Data extracted from a collection:

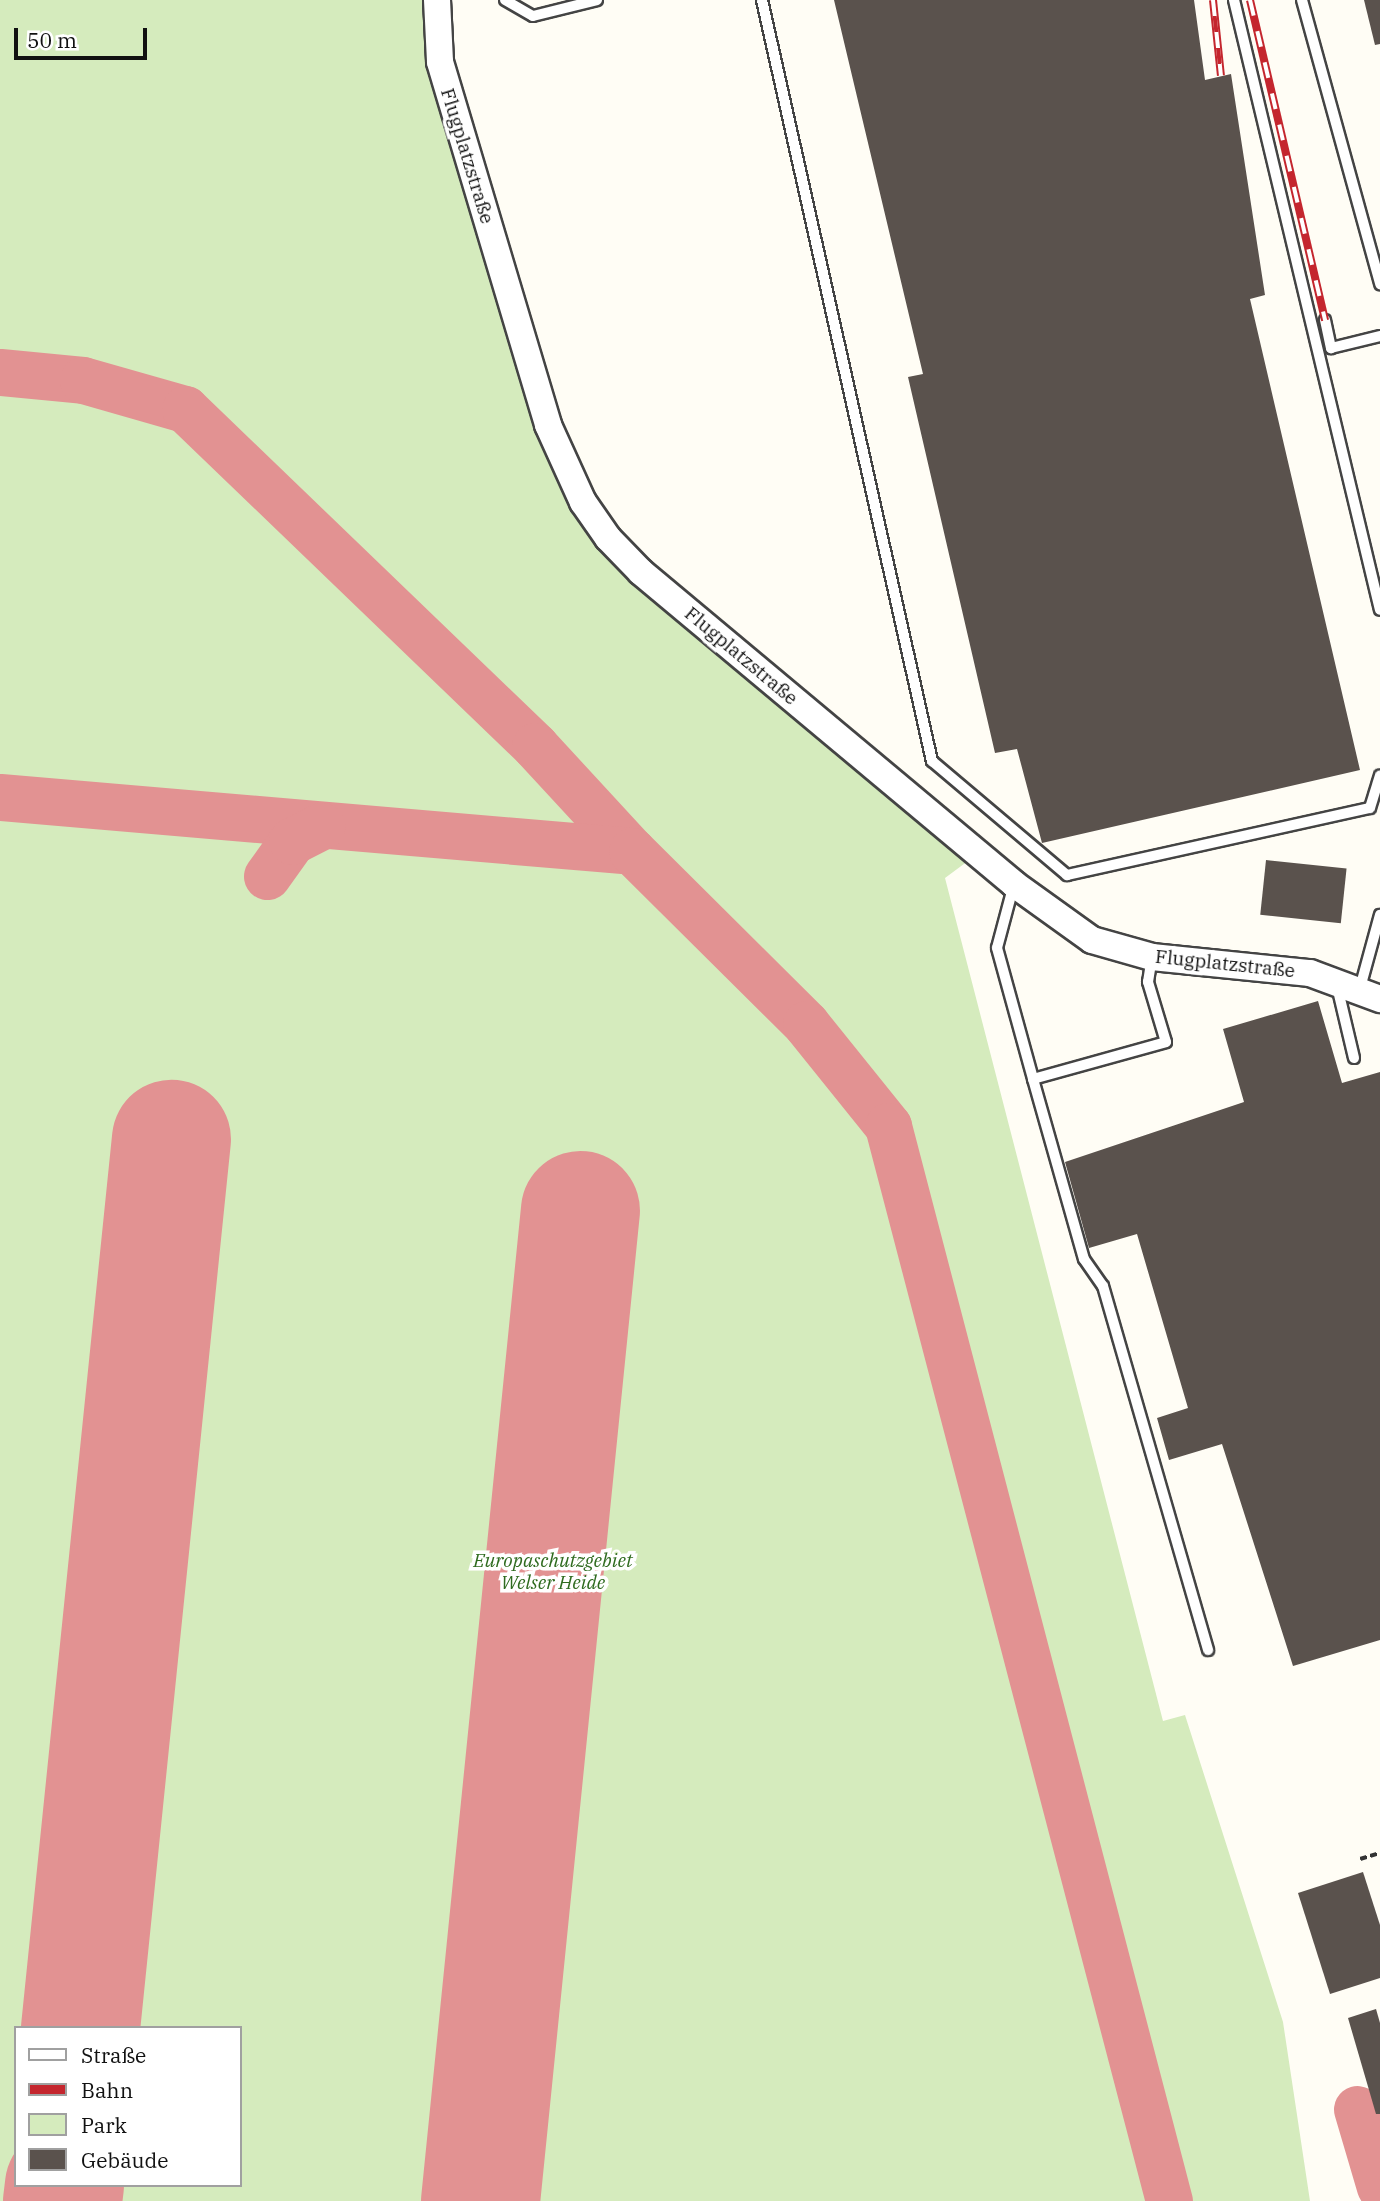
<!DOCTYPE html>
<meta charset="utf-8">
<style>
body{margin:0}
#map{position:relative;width:1380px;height:2201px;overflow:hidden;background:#fffdf5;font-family:"IBM Plex Serif",serif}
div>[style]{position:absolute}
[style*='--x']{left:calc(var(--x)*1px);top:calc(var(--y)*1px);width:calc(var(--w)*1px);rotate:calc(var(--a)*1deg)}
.green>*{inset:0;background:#d5ebbd}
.taxiway>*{height:47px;margin:-23.5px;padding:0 23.5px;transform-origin:23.5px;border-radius:23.5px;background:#e29292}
.runway>*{height:119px;margin:-59.5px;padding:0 59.5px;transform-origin:59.5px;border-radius:59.5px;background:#e29292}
.building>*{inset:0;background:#5a524d;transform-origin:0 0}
.path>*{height:3.5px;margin-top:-1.75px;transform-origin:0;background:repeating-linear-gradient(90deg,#333 0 7px,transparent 0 10.5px)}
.roads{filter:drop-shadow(2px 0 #444) drop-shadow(-2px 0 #444) drop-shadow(0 2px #444) drop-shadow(0 -2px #444)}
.service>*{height:10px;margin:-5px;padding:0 5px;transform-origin:5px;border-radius:5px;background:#fff}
.tertiary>*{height:26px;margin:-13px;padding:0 13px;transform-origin:13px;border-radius:13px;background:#fff}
.rail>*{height:8px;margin-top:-4px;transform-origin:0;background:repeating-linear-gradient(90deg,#fff 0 16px,#c4262e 0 32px);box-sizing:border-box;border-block:2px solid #c4262e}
span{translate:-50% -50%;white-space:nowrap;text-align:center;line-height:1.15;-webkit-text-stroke:7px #fff;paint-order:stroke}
.street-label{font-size:19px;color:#111}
.park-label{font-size:19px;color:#2f6b1f;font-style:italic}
.legend{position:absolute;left:14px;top:2026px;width:228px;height:161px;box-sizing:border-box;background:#fff;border:2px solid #a0a0a0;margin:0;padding:9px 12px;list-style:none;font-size:21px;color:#111}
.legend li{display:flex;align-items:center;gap:14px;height:35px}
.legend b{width:35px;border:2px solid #a0a0a0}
.scale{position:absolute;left:14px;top:28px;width:133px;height:32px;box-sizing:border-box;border:4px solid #111;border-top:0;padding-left:9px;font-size:21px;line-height:24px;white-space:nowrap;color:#111;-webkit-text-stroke:5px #fff;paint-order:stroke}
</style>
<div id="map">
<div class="green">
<div style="clip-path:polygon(evenodd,0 0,426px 0,520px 375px,557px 482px,607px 554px,972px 858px,945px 878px,1163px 1721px,1185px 1715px,1283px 2022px,1310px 2201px,0 2201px,0 0,16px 2028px,240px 2028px,240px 2185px,16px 2185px,16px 2028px)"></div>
</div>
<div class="taxiway">
<div style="--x:0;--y:372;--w:83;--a:5.5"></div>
<div style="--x:83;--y:380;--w:106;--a:15.9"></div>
<div style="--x:185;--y:409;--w:486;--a:43.9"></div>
<div style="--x:535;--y:746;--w:143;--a:47.3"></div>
<div style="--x:0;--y:797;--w:634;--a:4.88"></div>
<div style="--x:632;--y:851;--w:245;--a:44.8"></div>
<div style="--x:806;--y:1024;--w:131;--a:51.2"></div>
<div style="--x:888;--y:1126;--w:1111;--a:75.35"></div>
<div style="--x:267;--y:876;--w:43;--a:-54.5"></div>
<div style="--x:292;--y:841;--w:33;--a:-27"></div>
<div style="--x:1357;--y:2109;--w:81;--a:73.6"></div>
</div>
<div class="runway">
<div style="--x:80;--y:2028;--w:894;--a:-84.16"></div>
<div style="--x:62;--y:2201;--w:16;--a:-83"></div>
<div style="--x:480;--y:2201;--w:996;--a:-84.24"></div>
</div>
<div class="building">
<div style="clip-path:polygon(834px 0,1194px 0,1205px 80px,1231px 74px,1265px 295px,1250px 299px,1360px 770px,1042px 843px,1017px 749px,995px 753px,908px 377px,923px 374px)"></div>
<div style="clip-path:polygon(1364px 0,1380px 0,1380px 44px,1375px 45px)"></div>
<div style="left:1266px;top:860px;width:81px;height:55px;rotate:6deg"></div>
<div style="clip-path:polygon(1318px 1001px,1342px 1083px,1380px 1072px,1380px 1640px,1293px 1666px,1222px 1444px,1169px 1460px,1157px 1418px,1188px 1408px,1137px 1234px,1089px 1248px,1065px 1162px,1244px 1102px,1223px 1029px)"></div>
<div style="clip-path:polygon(1363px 1872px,1380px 1925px,1380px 1978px,1330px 1994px,1298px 1893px)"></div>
<div style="clip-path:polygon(1376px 2009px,1380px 2023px,1380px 2114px,1376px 2114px,1348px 2018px)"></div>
</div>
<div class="path">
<div style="--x:1360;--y:1859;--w:21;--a:-17"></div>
</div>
<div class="roads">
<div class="service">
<div style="--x:505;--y:0;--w:32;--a:30"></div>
<div style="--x:533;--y:16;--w:66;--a:-14"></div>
<div style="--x:762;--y:0;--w:780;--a:77.41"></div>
<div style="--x:932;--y:761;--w:177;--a:40.2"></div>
<div style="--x:1067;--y:875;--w:310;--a:-12.5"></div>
<div style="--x:1370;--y:808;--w:34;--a:-73"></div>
<div style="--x:1234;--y:0;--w:627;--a:76.54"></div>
<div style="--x:1302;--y:0;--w:295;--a:74.6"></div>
<div style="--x:1325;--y:320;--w:29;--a:78"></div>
<div style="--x:1331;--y:348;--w:50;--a:-13.8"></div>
<div style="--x:1014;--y:884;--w:66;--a:104.9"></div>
<div style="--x:997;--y:948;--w:136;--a:74.6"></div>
<div style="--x:1033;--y:1079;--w:138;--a:-15.5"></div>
<div style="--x:1166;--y:1042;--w:63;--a:-106.7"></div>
<div style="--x:1148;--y:982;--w:25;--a:-81"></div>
<div style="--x:1337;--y:986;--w:74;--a:76.7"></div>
<div style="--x:1360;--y:988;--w:76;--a:-74.7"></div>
<div style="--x:1033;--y:1079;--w:187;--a:74.2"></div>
<div style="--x:1084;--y:1259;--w:33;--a:55"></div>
<div style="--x:1103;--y:1286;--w:379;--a:73.9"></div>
</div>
<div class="tertiary">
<div style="--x:437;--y:0;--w:62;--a:87.2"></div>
<div style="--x:440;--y:62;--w:379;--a:73.4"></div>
<div style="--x:548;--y:425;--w:85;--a:65.6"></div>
<div style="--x:583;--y:502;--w:44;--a:55.2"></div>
<div style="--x:608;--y:538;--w:47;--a:45.9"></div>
<div style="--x:641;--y:572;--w:486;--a:39.9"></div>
<div style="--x:1014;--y:884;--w:96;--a:35.7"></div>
<div style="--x:1092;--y:940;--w:62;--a:15.8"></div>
<div style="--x:1152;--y:957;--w:159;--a:5.8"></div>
<div style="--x:1310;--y:973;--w:75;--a:20.4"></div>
</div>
</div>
<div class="rail">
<div style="--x:1213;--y:0;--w:76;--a:84"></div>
<div style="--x:1250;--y:0;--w:329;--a:76.8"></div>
</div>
<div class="street-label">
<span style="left:467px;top:156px;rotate:73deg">Flugplatzstraße</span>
<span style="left:741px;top:656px;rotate:40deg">Flugplatzstraße</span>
<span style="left:1225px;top:964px;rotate:6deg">Flugplatzstraße</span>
</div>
<div class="park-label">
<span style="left:553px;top:1572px">Europaschutzgebiet<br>Welser Heide</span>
</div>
<ul class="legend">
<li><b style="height:9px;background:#fff"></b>Straße</li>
<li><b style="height:9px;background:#c4262e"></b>Bahn</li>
<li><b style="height:19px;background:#d5ebbd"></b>Park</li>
<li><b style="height:19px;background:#5a524d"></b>Gebäude</li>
</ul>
<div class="scale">50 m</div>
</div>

▶ **DIRECTIONS FOR THIS TASK**
Starting with the first line of the records above and stopping after the line containing "0 #444) drop-shadow(-2px", repeat every line exactly and leave out the pictures.

▶ **YOUR SOLUTION**
<!DOCTYPE html>
<meta charset="utf-8">
<style>
body{margin:0}
#map{position:relative;width:1380px;height:2201px;overflow:hidden;background:#fffdf5;font-family:"IBM Plex Serif",serif}
div>[style]{position:absolute}
[style*='--x']{left:calc(var(--x)*1px);top:calc(var(--y)*1px);width:calc(var(--w)*1px);rotate:calc(var(--a)*1deg)}
.green>*{inset:0;background:#d5ebbd}
.taxiway>*{height:47px;margin:-23.5px;padding:0 23.5px;transform-origin:23.5px;border-radius:23.5px;background:#e29292}
.runway>*{height:119px;margin:-59.5px;padding:0 59.5px;transform-origin:59.5px;border-radius:59.5px;background:#e29292}
.building>*{inset:0;background:#5a524d;transform-origin:0 0}
.path>*{height:3.5px;margin-top:-1.75px;transform-origin:0;background:repeating-linear-gradient(90deg,#333 0 7px,transparent 0 10.5px)}
.roads{filter:drop-shadow(2px 0 #444) drop-shadow(-2px 0 #444) drop-shadow(0 2px #444) drop-shadow(0 -2px #444)}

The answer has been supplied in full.